The Mercury News

Couple can’t cope with guilt

- Amy Dickinson Contact Amy Dickinson via email at askamy@ amydickins­on.com.

DEAR AMY » My life with my (not yet divorced) live-in boyfriend of four years has deteriorat­ed. We are both in our 60s.

He is experienci­ng ongoing stress and guilt from having an affair with me while he was with his wife. Work stress, physical problems, and the ongoing pandemic have all contribute­d to his heavy drinking.

When he is drunk, he then blames me for “stealing him from his wife.”

When he rallies, he apologizes, but it happens again.

How do we both get rid of the guilt?

He knows he should be in therapy, but can’t seem to fit it in.

We want to stay together, but at times it feels really hard. Thoughts? —K

DEAR K » Feeling guilty when you’ve behaved badly is appropriat­e. You and your guy conducted an extramarit­al affair and are now living together, despite the fact that he is still married. The guilt attached to these choices means that you two are thinking and feeling people who have behaved regrettabl­y, but don’t want to feel the discomfort attached to the consequenc­es. Poor you!

The way to get rid of the guilt is to take responsibi­lity for the behavior, apologize to anyone you’ve hurt, and hope that others will find a way to forgive you.

Your guy has transforme­d his own guilt into feeling sorry for himself and then blaming you for his behavior. That’s what toddlers do.

He needs treatment, counseling, and to make some big decisions about perhaps conducting his life differentl­y. Anyone who has time to wallow and cry in his cups but can’t seem to “fit in” therapy obviously needs to re-adjust his priorities.

The next time he gets drunk and blames you for “stealing him from his wife,” I suggest that you offer to return him to her.

DEAR AMY » After years of encouragin­g my (adopted) son to find his biological parents so that he’d have a medical history, he has found them and I am finding it all so awkward and uncomforta­ble.

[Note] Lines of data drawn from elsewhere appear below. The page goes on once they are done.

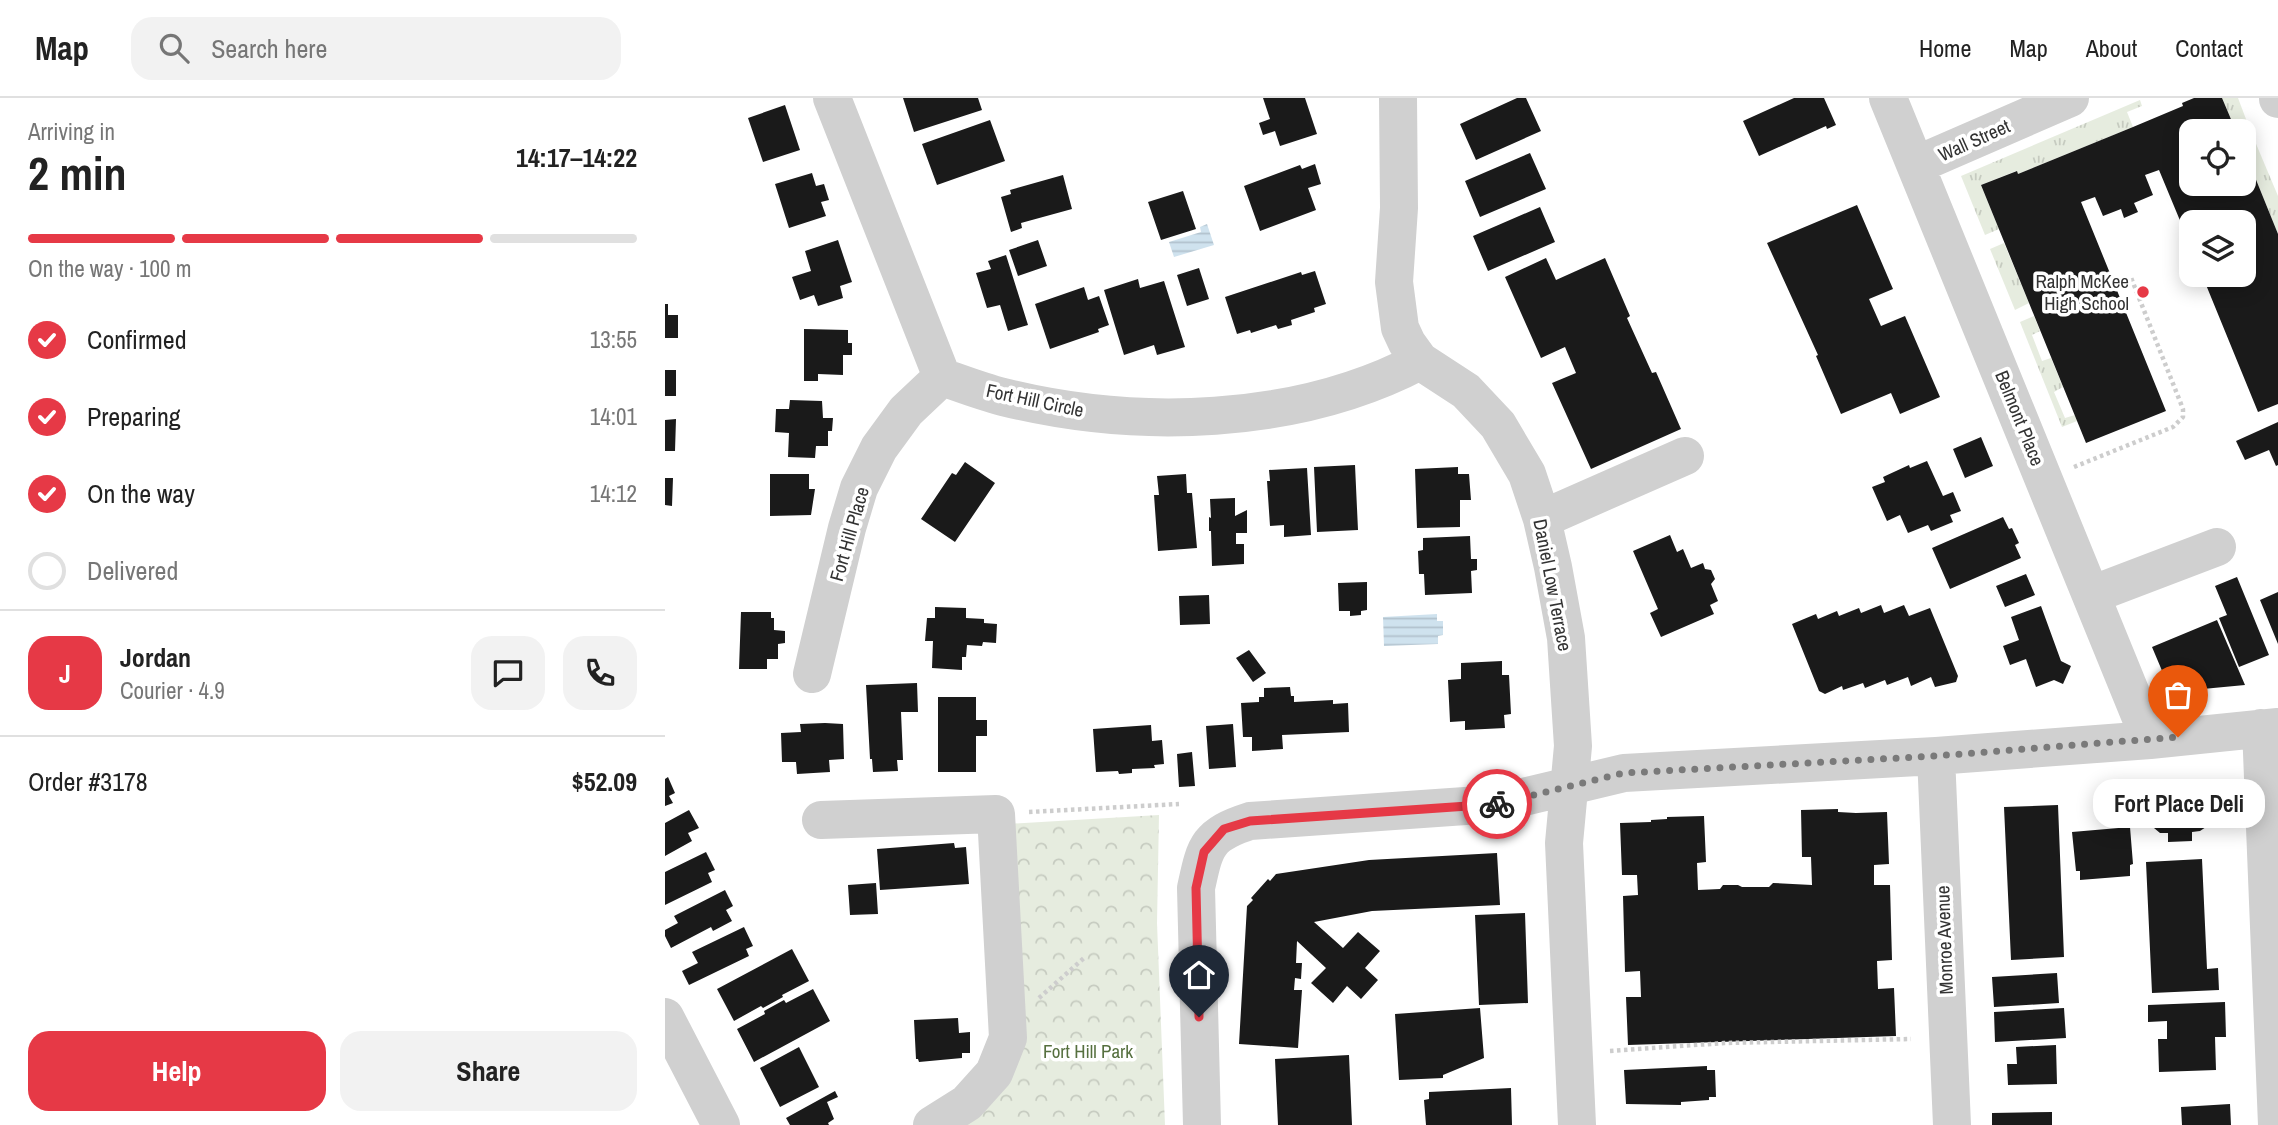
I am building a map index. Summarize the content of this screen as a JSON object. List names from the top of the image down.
{
  "streets": {
    "street": [
      "Wall Street",
      "Fort Hill Circle",
      "Belmont Place",
      "Fort Hill Place",
      "Daniel Low Terrace",
      "Monroe Avenue"
    ]
  },
  "crossings": [
    ["Wall Street", "Belmont Place"],
    ["Fort Hill Circle", "Fort Hill Place"],
    ["Fort Hill Circle", "Daniel Low Terrace"]
  ],
  "parks": ["Fort Hill Park"],
  "places": ["Ralph McKee High School", "Fort Place Deli"],
  "page": {
    "header": "Map",
    "search": "Search here",
    "nav": [
      "Home",
      "Map",
      "About",
      "Contact"
    ],
    "heading": ["2 min", "Arriving in", "14:17–14:22"],
    "panel": [
      "Jordan",
      "Courier · 4.9",
      "Order #3178",
      "$52.09"
    ],
    "bar": "On the way · 100 m",
    "list": [
      ["Confirmed", "13:55"],
      ["Preparing", "14:01"],
      ["On the way", "14:12"],
      "Delivered"
    ],
    "round": "J",
    "bubble": "Fort Place Deli",
    "buttons": ["Help", "Share"]
  }
}
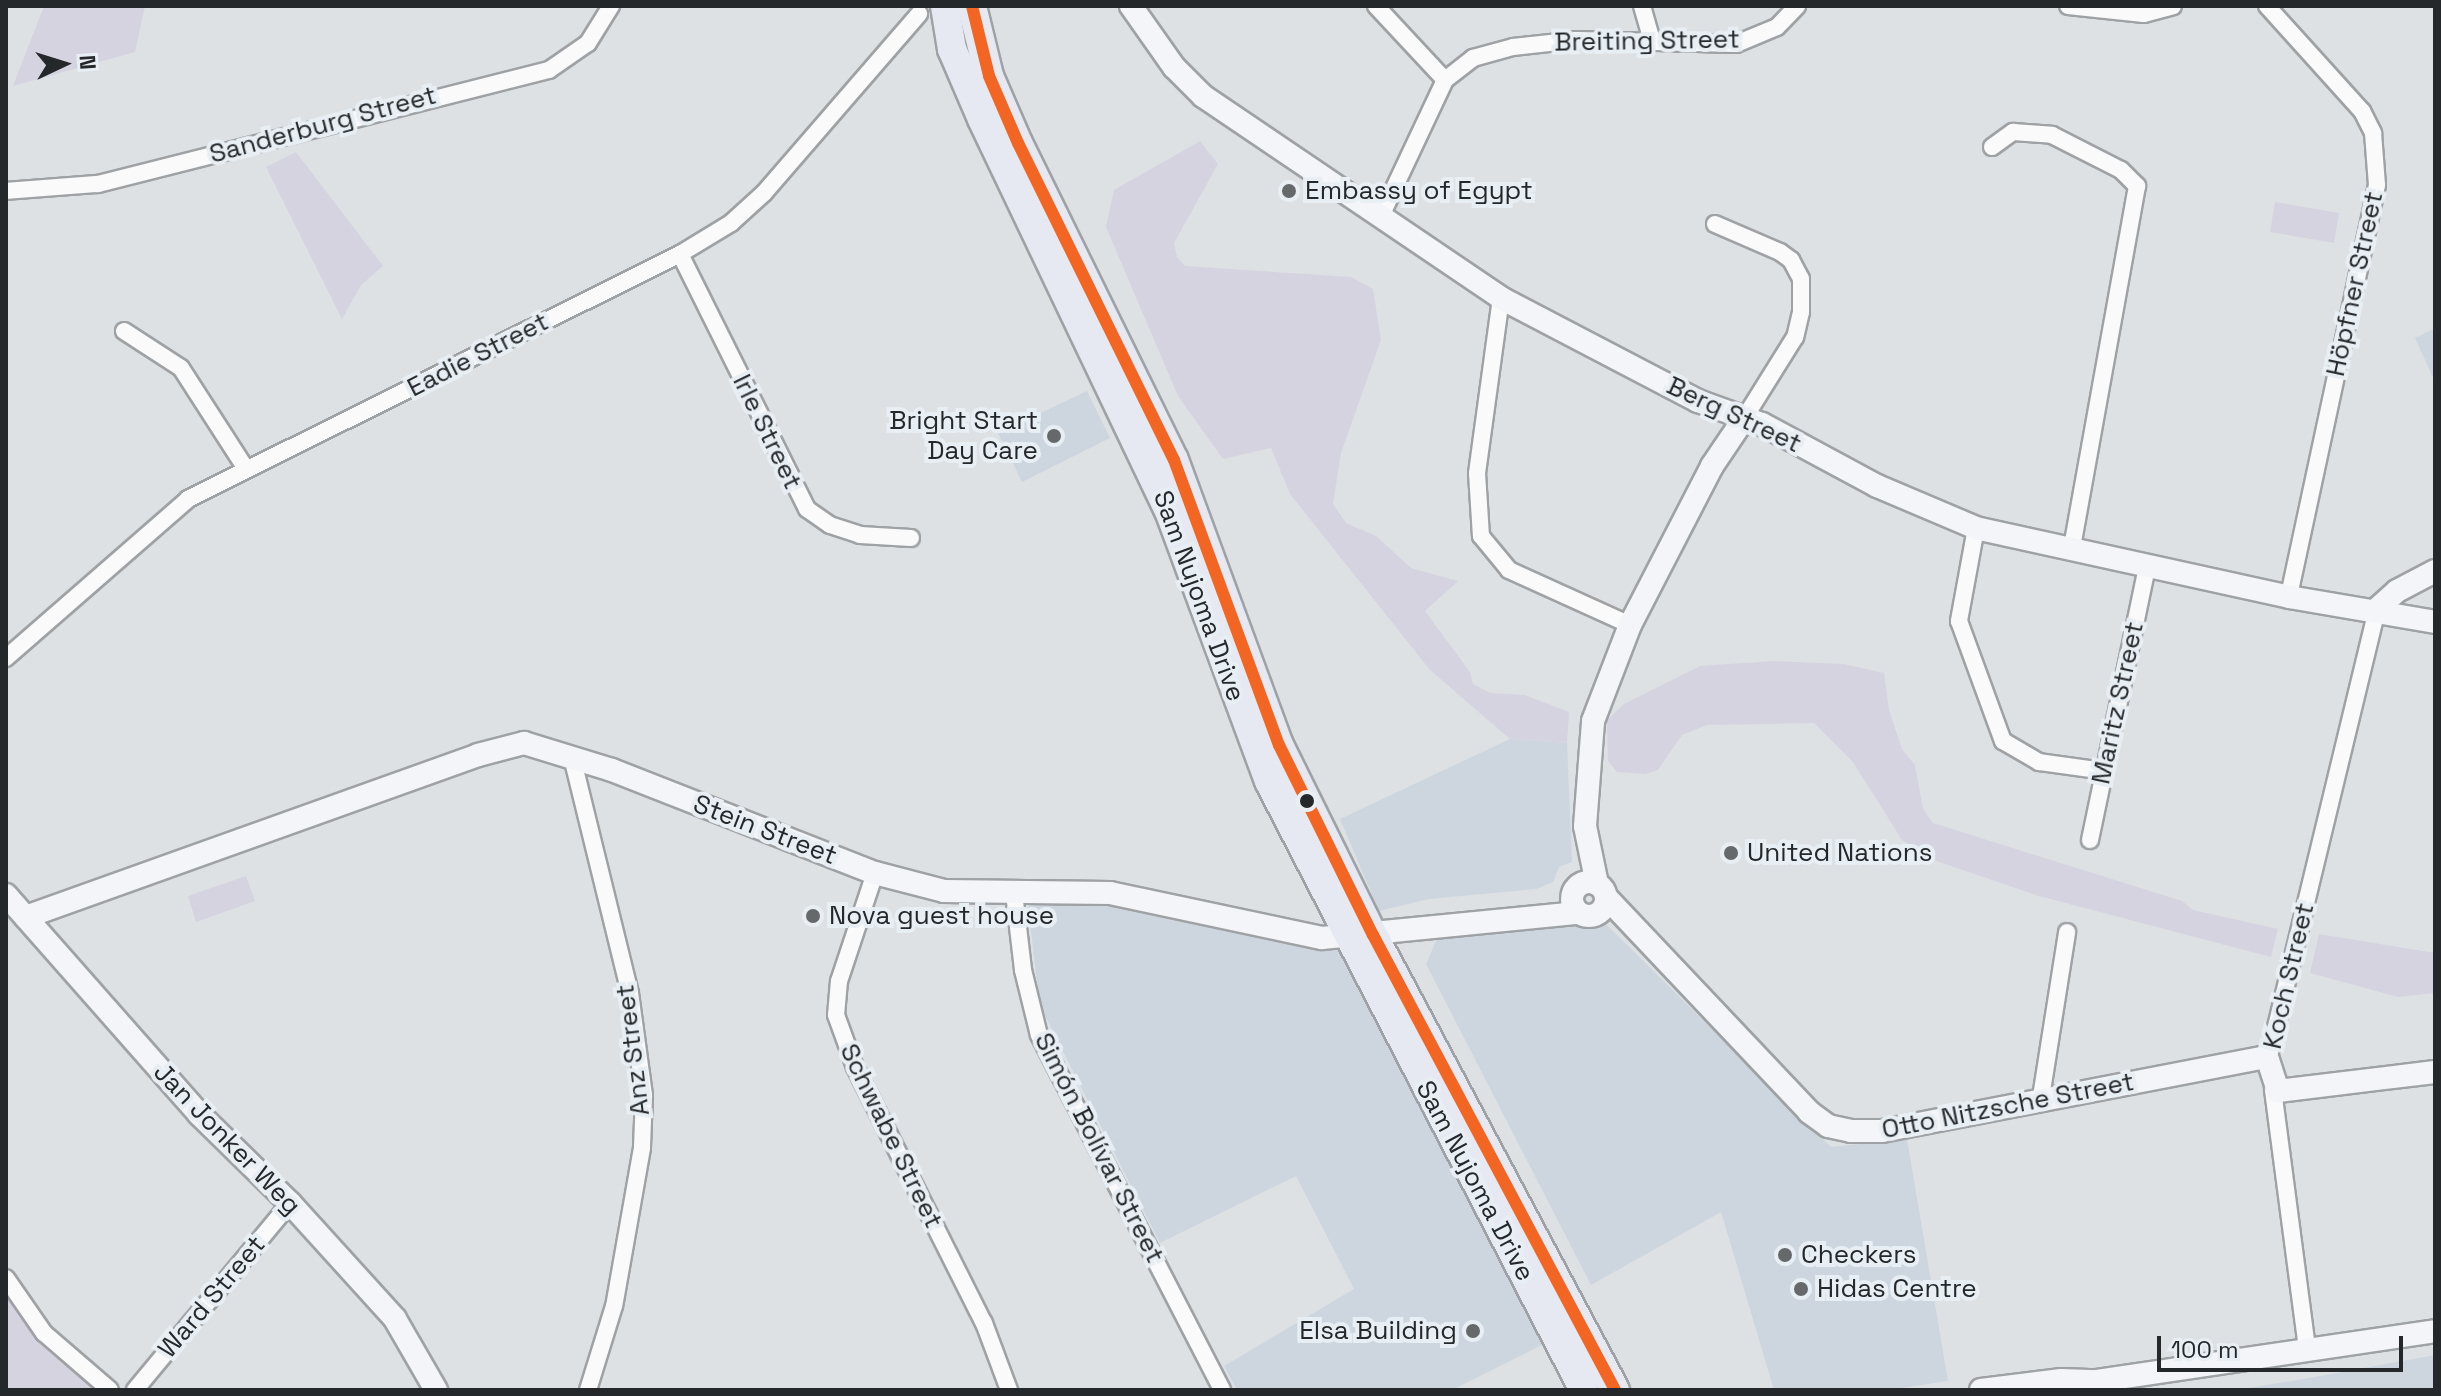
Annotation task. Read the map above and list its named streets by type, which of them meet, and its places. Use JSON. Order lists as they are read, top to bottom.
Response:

I’m feeling so insecure. He keeps telling me very lovingly, “You’re my mom, and nothing’s changed” but, it has.

His maternal biological family lives in another country.

We’ve been emailing with them.

His biological dad is here. My son looks like him. They share a lot interests and I find myself receding into the background. Thoughts?

— “You’re My Mom”

DEAR “YOU’RE MY MOM” » Your son says this to you because it is true. Furthermor­e, you have obviously raised him very well because you have encouraged him to find his biological family members, and, having done so, he recognizes how challengin­g this is for you. He sounds sensitive and kind.

Your emotional efforts should be directed toward coping with your own feelings and learning how to tolerate your discomfort. Be as gentle as possible with yourself and toward others.